▸ EXERCISE OBJECTIVE: Work out the number of lines in the listing that include the string "roads". Reply with that number alone.

▸ RECORDS SUPPLIED:
..........

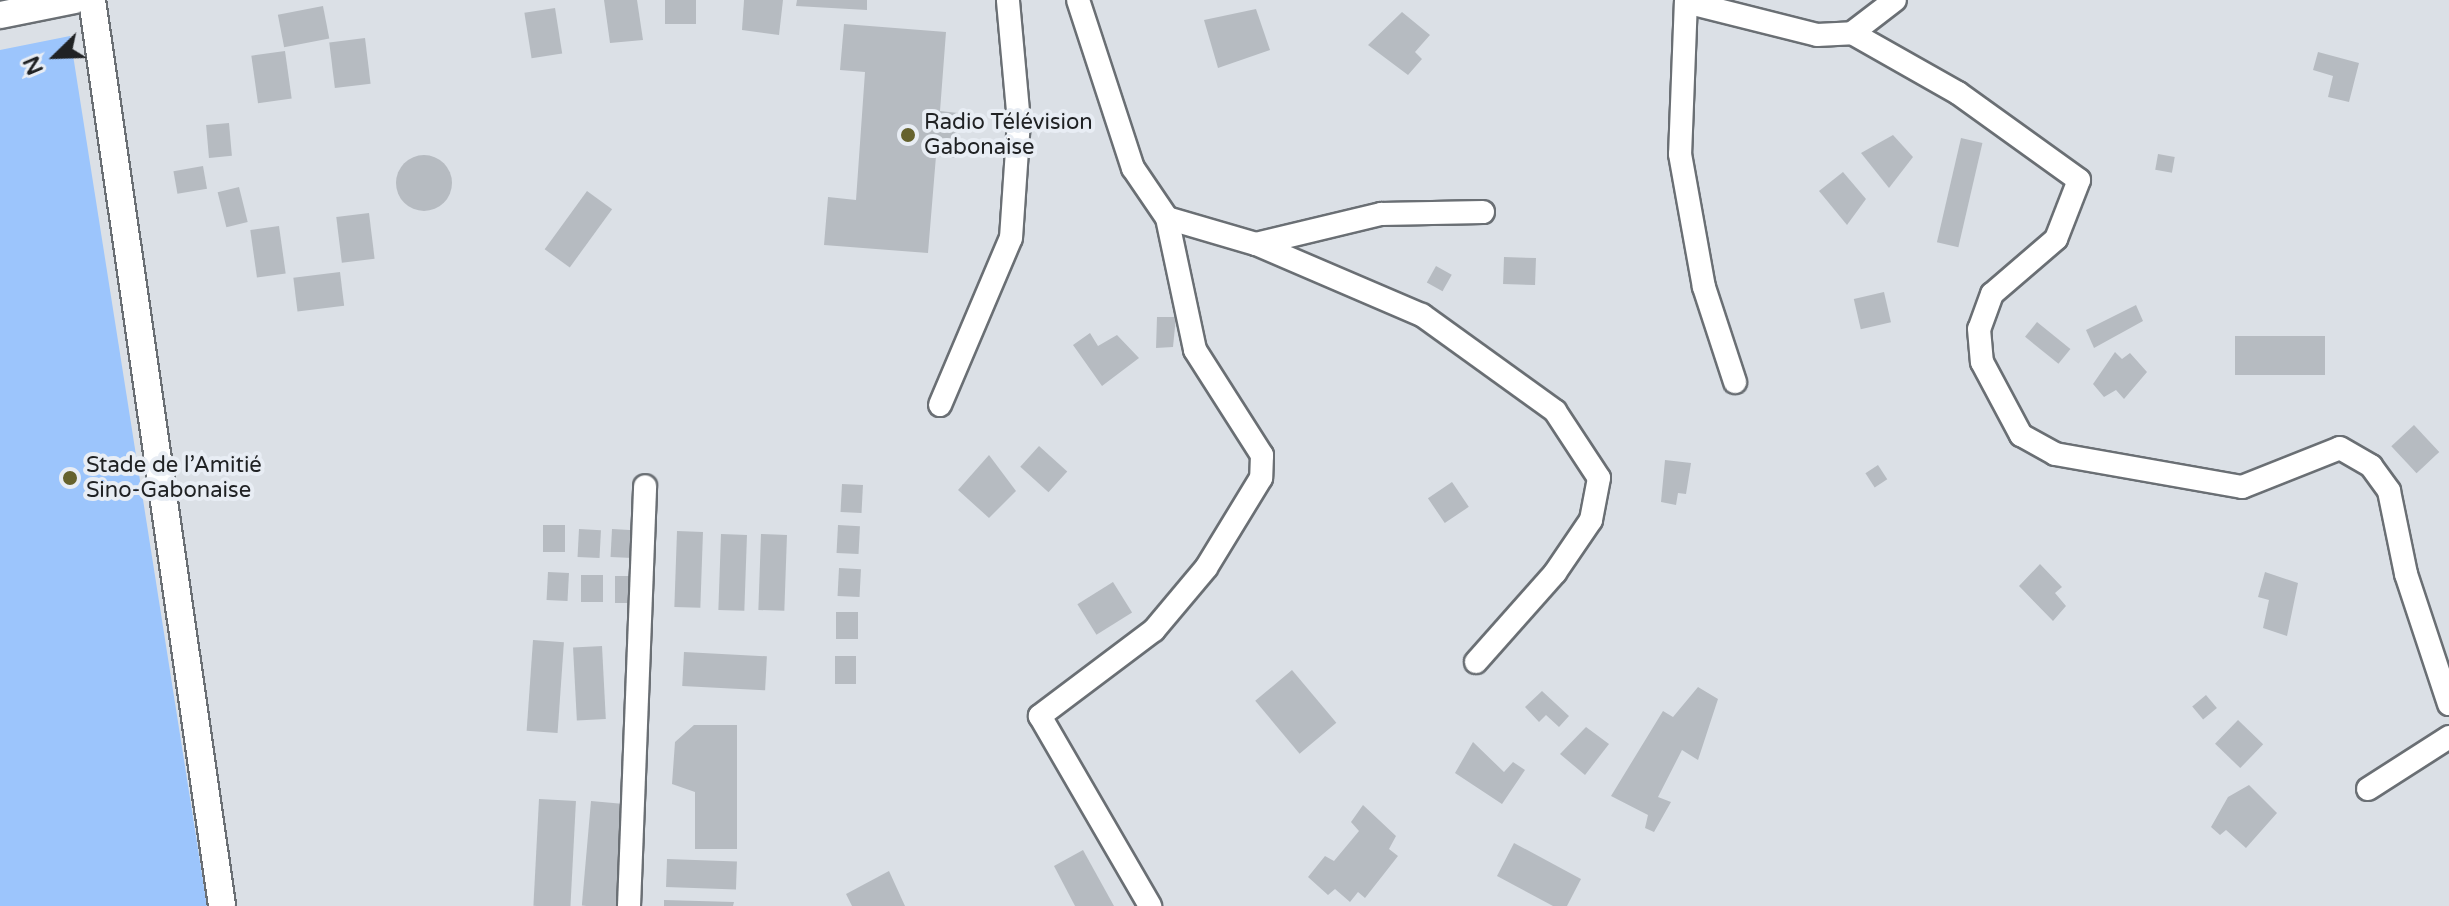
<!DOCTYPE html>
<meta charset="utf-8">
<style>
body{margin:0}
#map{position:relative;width:2449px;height:906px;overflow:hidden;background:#dbe0e6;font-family:"Varela Round",sans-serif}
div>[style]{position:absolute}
.green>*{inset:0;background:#9cc5fc}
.building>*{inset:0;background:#b6bbc1;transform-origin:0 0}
.round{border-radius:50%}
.roads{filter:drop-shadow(2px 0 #6a6f74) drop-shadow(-2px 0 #6a6f74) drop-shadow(0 2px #6a6f74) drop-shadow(0 -2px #6a6f74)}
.minor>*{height:22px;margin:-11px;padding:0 11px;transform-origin:11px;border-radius:11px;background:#fff}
.tertiary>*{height:26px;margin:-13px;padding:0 13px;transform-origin:13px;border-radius:13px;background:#fff}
.dots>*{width:22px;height:22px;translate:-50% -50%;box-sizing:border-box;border:4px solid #e8edf4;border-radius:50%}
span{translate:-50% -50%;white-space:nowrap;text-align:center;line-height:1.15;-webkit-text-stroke:8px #e8edf4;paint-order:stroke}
.poi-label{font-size:22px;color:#202224}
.left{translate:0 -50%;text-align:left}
.north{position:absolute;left:16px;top:16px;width:80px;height:80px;-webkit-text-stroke:6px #e8edf4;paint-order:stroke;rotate:247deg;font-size:22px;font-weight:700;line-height:32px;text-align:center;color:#202224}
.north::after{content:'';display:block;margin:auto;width:28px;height:36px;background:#202224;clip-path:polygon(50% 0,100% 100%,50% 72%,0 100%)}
</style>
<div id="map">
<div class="green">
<i style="clip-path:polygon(70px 36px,207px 906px,0 906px,0 50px)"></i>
</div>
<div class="building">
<i style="clip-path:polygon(604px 0,637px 0,643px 40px,610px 43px)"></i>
<i style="left:665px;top:0;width:31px;height:24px"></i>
<i style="clip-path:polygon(744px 0,783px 0,779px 35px,742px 30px)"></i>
<i style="clip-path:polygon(797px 0,867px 0,867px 10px,796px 6px)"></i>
<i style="left:323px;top:6px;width:33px;height:46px;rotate:79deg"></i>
<i style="left:555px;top:8px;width:46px;height:31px;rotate:81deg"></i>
<i style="clip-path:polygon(1256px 9px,1270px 50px,1218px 68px,1204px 20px)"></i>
<i style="clip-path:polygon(1402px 12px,1430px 35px,1415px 52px,1422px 59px,1408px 75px,1368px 45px)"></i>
<i style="clip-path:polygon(844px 24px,946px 32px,940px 111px,958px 113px,955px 158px,936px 156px,928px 253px,824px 245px,828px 197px,856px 200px,865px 72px,840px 70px)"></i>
<i style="left:365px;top:38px;width:46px;height:36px;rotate:83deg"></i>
<i style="left:285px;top:51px;width:48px;height:34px;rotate:82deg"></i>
<i style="clip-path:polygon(2318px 52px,2359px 63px,2349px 102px,2328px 97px,2333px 76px,2313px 70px)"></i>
<i style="left:229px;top:123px;width:33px;height:23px;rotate:85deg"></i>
<i style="clip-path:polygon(1893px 135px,1913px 157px,1889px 188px,1861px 153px)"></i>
<i style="left:1961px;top:138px;width:22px;height:107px;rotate:13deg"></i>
<i style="left:2158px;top:154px;width:17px;height:16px;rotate:10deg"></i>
<i class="round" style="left:396px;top:155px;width:56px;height:56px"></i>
<i style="left:203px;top:166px;width:23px;height:30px;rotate:80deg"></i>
<i style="clip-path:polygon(1843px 172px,1866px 199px,1847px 225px,1819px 191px)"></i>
<i style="left:239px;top:187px;width:36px;height:22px;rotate:76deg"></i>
<i style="left:587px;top:191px;width:31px;height:72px;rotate:36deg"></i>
<i style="left:369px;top:213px;width:46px;height:33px;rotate:83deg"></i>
<i style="left:279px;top:226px;width:48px;height:29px;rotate:82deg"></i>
<i style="left:1504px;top:257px;width:32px;height:27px;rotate:2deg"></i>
<i style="left:1436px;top:266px;width:18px;height:19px;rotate:29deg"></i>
<i style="left:340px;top:272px;width:34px;height:47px;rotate:83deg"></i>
<i style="left:1884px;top:292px;width:31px;height:31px;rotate:77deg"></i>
<i style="clip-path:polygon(2136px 305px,2143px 321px,2094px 348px,2086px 330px)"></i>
<i style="clip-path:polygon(1157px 317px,1176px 317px,1173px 347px,1156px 348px)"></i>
<i style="left:2037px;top:322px;width:43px;height:19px;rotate:39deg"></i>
<i style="clip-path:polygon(1090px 333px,1098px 346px,1117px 335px,1139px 358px,1102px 386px,1073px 345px)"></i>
<i style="left:2235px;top:336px;width:90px;height:39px"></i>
<i style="clip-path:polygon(2115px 352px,2122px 359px,2130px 353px,2147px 372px,2124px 399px,2116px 390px,2104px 397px,2093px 384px)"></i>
<i style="left:2414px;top:425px;width:37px;height:31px;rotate:47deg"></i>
<i style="left:1039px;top:446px;width:38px;height:28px;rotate:42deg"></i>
<i style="clip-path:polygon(989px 455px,1016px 491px,989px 518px,958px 490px)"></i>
<i style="clip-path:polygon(1665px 460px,1691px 463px,1686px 494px,1678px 493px,1676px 505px,1661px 502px)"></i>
<i style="left:1878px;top:465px;width:17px;height:15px;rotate:57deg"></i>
<i style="left:1452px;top:482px;width:30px;height:29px;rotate:56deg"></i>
<i style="left:842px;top:484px;width:21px;height:28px;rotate:3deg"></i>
<i style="left:543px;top:525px;width:22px;height:27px"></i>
<i style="left:838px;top:525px;width:22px;height:28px;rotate:3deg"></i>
<i style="left:579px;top:529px;width:22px;height:28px;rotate:3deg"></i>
<i style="left:612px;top:529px;width:22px;height:28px;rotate:3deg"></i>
<i style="left:677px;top:531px;width:26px;height:76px;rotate:2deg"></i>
<i style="left:721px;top:534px;width:26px;height:76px;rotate:2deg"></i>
<i style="left:761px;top:534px;width:26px;height:76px;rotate:2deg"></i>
<i style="clip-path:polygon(2040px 564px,2062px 587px,2055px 593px,2066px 606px,2053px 621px,2019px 586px)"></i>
<i style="left:839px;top:568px;width:22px;height:28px;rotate:3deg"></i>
<i style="left:548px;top:572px;width:21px;height:28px;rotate:3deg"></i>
<i style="clip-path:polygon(2265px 572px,2298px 583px,2287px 636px,2263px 628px,2269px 600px,2258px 597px)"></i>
<i style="left:581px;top:575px;width:22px;height:27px"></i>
<i style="left:615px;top:576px;width:22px;height:27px"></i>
<i style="left:1113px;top:582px;width:36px;height:42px;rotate:58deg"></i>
<i style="left:836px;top:612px;width:22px;height:27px"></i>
<i style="left:533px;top:640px;width:31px;height:91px;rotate:4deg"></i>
<i style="left:602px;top:646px;width:73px;height:29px;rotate:87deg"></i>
<i style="left:684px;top:652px;width:83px;height:34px;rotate:3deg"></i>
<i style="left:835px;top:656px;width:21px;height:28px"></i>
<i style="left:1292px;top:670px;width:69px;height:48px;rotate:50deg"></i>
<i style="clip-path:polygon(1698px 687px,1718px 699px,1698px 760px,1682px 750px,1658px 797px,1671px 802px,1654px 832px,1645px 828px,1648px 815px,1611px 796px,1663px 711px,1673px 717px)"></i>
<i style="clip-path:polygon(1542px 691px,1569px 716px,1559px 727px,1546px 715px,1539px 722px,1525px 707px)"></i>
<i style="left:2206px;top:695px;width:17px;height:18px;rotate:50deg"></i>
<i style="left:2238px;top:720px;width:35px;height:33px;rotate:44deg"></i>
<i style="clip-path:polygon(694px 725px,737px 725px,737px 849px,695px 849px,695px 792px,672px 784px,675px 742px)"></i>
<i style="clip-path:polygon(1586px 727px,1609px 744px,1585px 775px,1560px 754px)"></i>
<i style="clip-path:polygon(1473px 742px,1504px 772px,1513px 762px,1525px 770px,1502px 804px,1455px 773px)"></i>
<i style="clip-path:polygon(2249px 785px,2277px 813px,2246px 848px,2226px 830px,2220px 835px,2211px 827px,2228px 797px)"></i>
<i style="left:539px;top:799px;width:37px;height:107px;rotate:3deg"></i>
<i style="left:591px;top:801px;width:36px;height:105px;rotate:5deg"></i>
<i style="clip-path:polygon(1363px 805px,1396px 836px,1389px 849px,1398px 856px,1365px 898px,1358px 892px,1350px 902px,1335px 889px,1328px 895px,1308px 877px,1325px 856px,1334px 861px,1359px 831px,1351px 822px)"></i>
<i style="clip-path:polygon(1514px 843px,1581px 879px,1567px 906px,1553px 906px,1497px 876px)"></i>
<i style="clip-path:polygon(1083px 850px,1114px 906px,1075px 906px,1054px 866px)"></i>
<i style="left:667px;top:859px;width:70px;height:28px;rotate:2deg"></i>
<i style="clip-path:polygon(889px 871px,905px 906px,852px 906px,846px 894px)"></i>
<i style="clip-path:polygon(664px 900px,734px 902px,733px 906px,664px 906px)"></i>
</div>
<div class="roads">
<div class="minor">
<i style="left:1078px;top:0;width:177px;rotate:71.9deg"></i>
<i style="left:1133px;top:168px;width:60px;rotate:55.8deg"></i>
<i style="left:1167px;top:218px;width:135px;rotate:78deg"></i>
<i style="left:1195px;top:350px;width:125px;rotate:57.5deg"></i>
<i style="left:1262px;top:455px;width:23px;rotate:92deg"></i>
<i style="left:1261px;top:478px;width:105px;rotate:121.4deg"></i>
<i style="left:1206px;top:568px;width:81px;rotate:130deg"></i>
<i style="left:1154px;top:630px;width:143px;rotate:143deg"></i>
<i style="left:1040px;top:716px;width:220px;rotate:59.9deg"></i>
<i style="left:1686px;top:0;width:154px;rotate:92.2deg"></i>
<i style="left:1680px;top:154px;width:135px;rotate:79.8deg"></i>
<i style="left:1704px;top:287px;width:100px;rotate:71.9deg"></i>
<i style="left:1686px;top:2px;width:135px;rotate:14.1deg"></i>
<i style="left:1817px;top:35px;width:35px;rotate:-3deg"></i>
<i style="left:1852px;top:33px;width:122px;rotate:29.5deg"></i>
<i style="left:1958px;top:93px;width:149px;rotate:35.7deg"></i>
<i style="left:2079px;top:180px;width:63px;rotate:111.3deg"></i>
<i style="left:2056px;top:239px;width:84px;rotate:139.3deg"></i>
<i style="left:1992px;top:294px;width:37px;rotate:110deg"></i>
<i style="left:1979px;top:329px;width:33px;rotate:85deg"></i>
<i style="left:1982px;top:362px;width:83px;rotate:61.9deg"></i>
<i style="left:2021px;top:435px;width:39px;rotate:29deg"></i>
<i style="left:2055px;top:454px;width:190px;rotate:10deg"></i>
<i style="left:2242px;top:487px;width:105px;rotate:-21.7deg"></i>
<i style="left:2340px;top:448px;width:36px;rotate:30deg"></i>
<i style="left:2371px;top:466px;width:31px;rotate:54deg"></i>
<i style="left:2389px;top:491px;width:85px;rotate:78.4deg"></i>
<i style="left:2406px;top:574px;width:137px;rotate:71.7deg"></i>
<i style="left:1852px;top:33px;width:54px;rotate:-37.5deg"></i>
<i style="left:1167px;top:218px;width:93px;rotate:16.3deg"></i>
<i style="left:1256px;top:244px;width:181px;rotate:23.2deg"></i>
<i style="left:1422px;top:315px;width:164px;rotate:35.8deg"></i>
<i style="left:1555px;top:411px;width:80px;rotate:56.7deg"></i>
<i style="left:1599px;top:478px;width:43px;rotate:100.8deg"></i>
<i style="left:1591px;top:520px;width:64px;rotate:124.2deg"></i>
<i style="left:1555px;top:573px;width:119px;rotate:131.6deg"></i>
<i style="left:1256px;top:244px;width:129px;rotate:-13.5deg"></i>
<i style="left:1381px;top:214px;width:102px;rotate:-1.1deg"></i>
<i style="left:940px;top:405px;width:181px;rotate:-67deg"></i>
<i style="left:1011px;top:238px;width:116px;rotate:-86.1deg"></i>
<i style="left:1019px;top:122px;width:122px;rotate:-95.2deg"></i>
<i style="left:2368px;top:789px;width:96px;rotate:-32.7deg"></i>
<i style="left:629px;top:906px;width:420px;rotate:-87.8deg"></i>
</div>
<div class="tertiary">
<i style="left:92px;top:0;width:915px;rotate:81.83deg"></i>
<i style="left:0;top:15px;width:76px;rotate:-11.3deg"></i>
</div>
</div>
<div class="dots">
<i style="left:908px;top:135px;background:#65622e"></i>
<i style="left:70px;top:478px;background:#65622e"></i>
</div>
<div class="poi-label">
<span class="left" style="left:924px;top:135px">Radio Télévision<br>Gabonaise</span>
<span class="left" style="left:86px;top:478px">Stade de l’Amitié<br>Sino-Gabonaise</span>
</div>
<div class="north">N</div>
</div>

..........

▸ RESPONSE FOR THIS EXERCISE: 2